Miranda, the wife of Bruce, is played by Eric Roberts' real-life wife, Eliza Roberts.

The producers of the television movie compiled several lists of actors to consider for the part of the Doctor. Among early thoughts were Michael Crawford, Tim Curry, Eric Idle, Billy Connolly, Trevor Eve, Michael Palin, Robert Lindsay, and Jonathan Pryce.[citation needed] All were uninterested in the project, or unavailable for the intended filming dates.[citation needed]

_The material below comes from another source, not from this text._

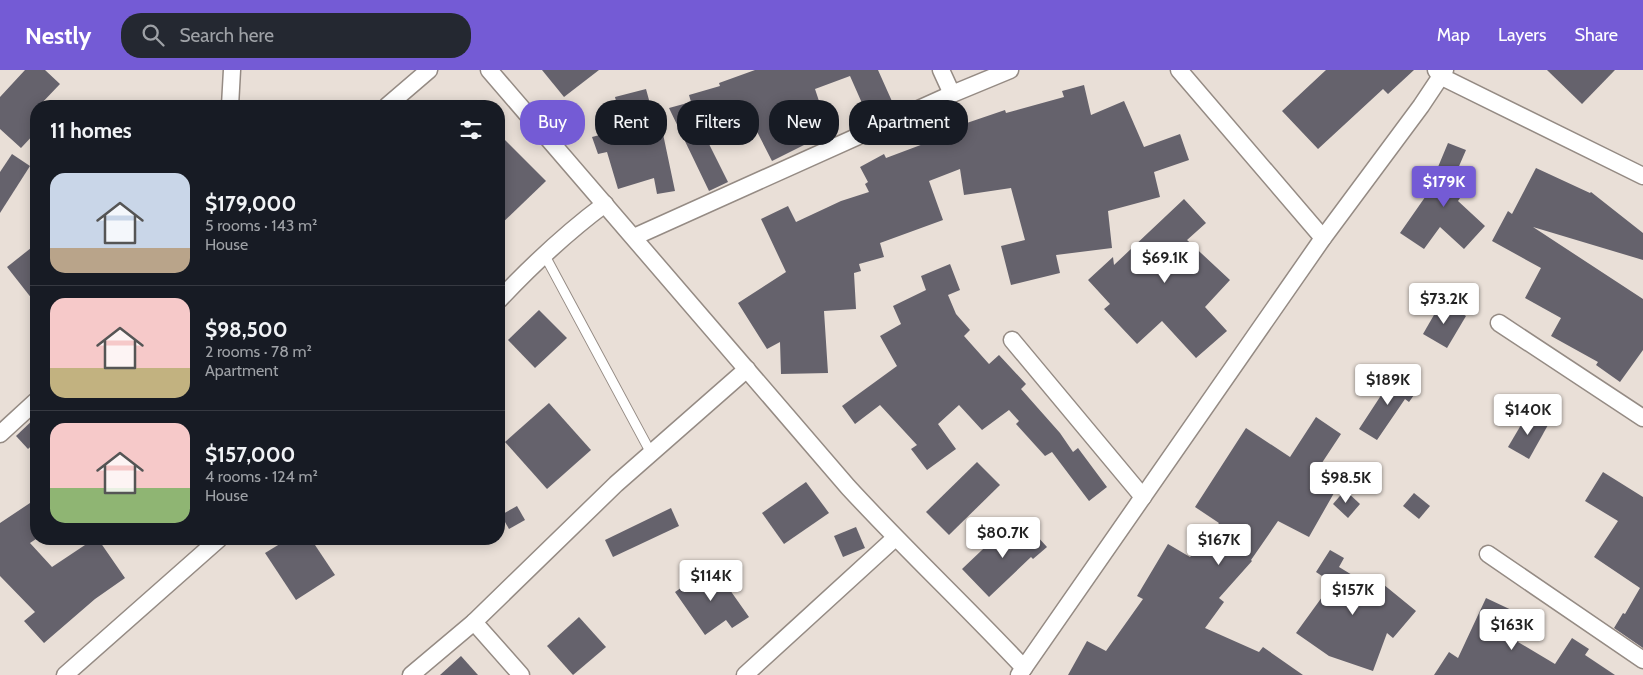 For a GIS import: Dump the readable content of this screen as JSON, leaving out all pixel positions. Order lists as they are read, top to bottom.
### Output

Casting sessions took place in March 1994; actors who actually auditioned for the role include Liam Cunningham, Mark McGann, Robert Lindsay, Tim McInnerny, Nathaniel Parker, Peter Woodward, John Sessions, Anthony Head, and Tony Slattery. Paul McGann was first considered around the time of these auditions, but did not formally audition for the part until later.[1]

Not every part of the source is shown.